Work required: All of the listing is to be written out word for word, with the pictures left out.
#####
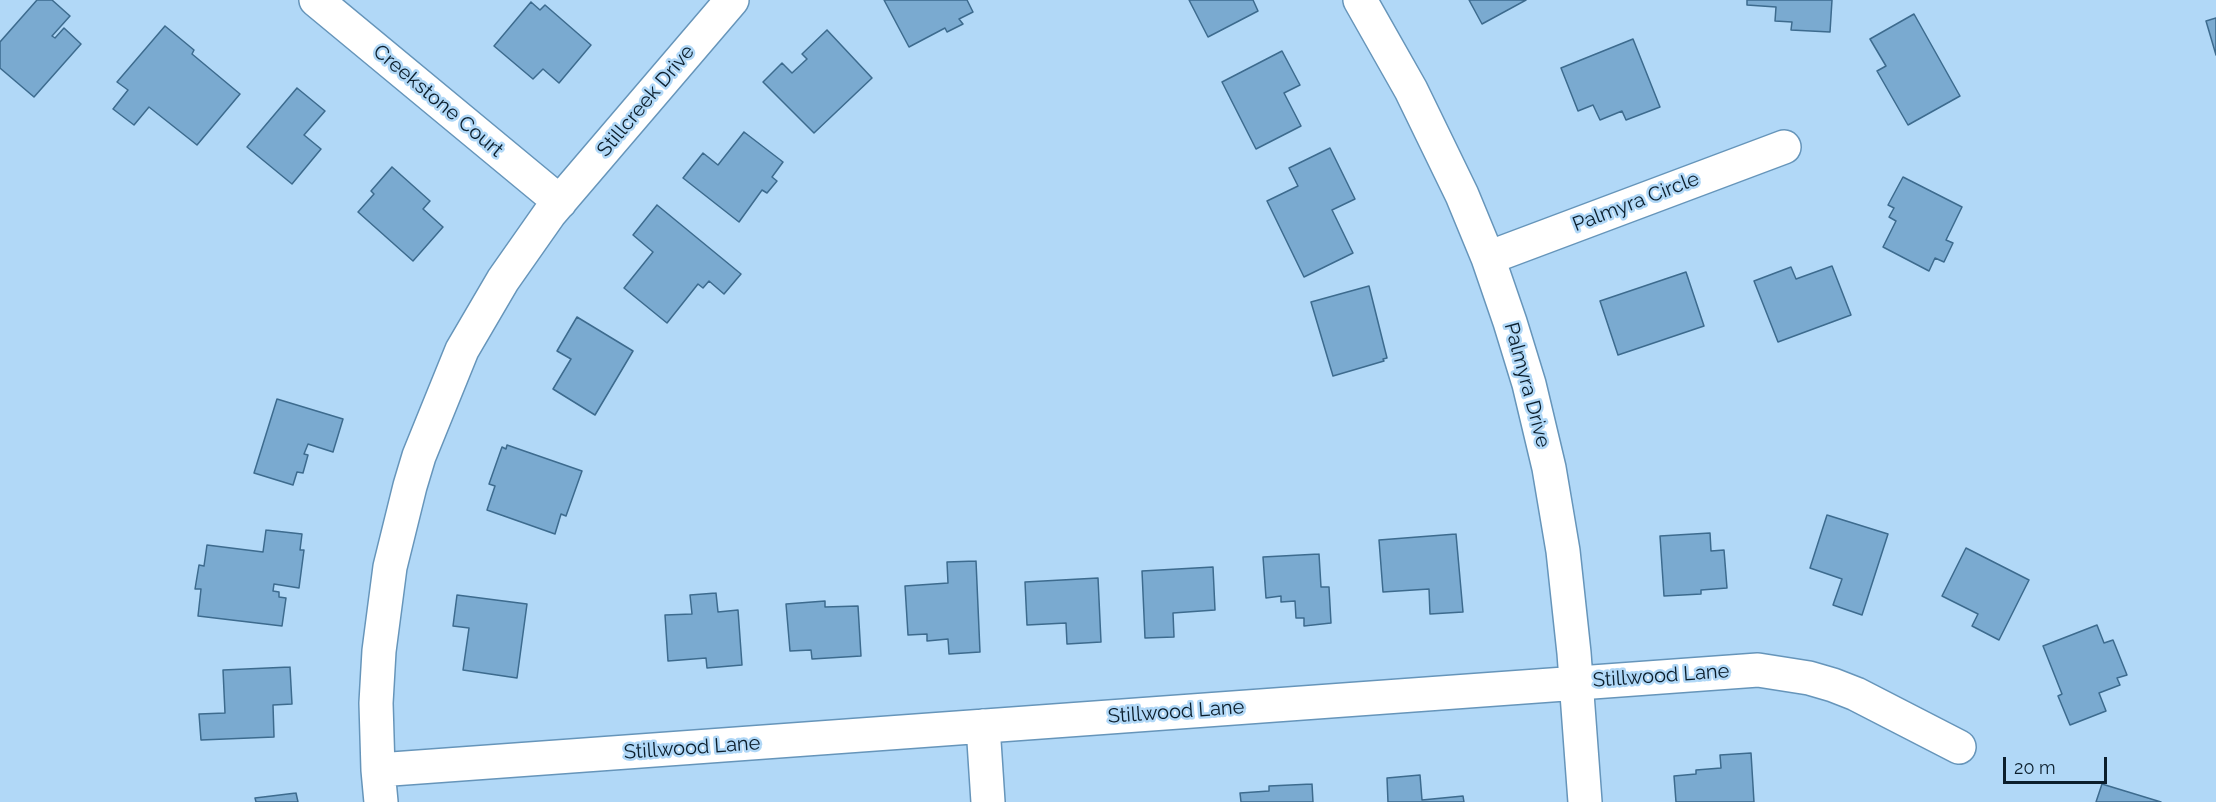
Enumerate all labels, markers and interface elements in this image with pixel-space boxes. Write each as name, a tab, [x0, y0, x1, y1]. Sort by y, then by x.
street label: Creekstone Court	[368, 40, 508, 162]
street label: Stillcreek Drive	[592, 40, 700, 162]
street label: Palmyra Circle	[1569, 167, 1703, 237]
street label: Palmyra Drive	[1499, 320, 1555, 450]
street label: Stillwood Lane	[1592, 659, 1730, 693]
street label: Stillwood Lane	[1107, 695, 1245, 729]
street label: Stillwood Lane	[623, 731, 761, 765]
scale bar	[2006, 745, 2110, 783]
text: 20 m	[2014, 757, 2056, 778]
#####
Response for this exercise:
Enumerate all labels, markers and interface elements in this image with pixel-space boxes. Write each as name, a tab, [x0, y0, x1, y1]. Sort by y, then by x.
street label: Creekstone Court	[368, 40, 508, 162]
street label: Stillcreek Drive	[592, 40, 700, 162]
street label: Palmyra Circle	[1569, 167, 1703, 237]
street label: Palmyra Drive	[1499, 320, 1555, 450]
street label: Stillwood Lane	[1592, 659, 1730, 693]
street label: Stillwood Lane	[1107, 695, 1245, 729]
street label: Stillwood Lane	[623, 731, 761, 765]
scale bar	[2006, 745, 2110, 783]
text: 20 m	[2014, 757, 2056, 778]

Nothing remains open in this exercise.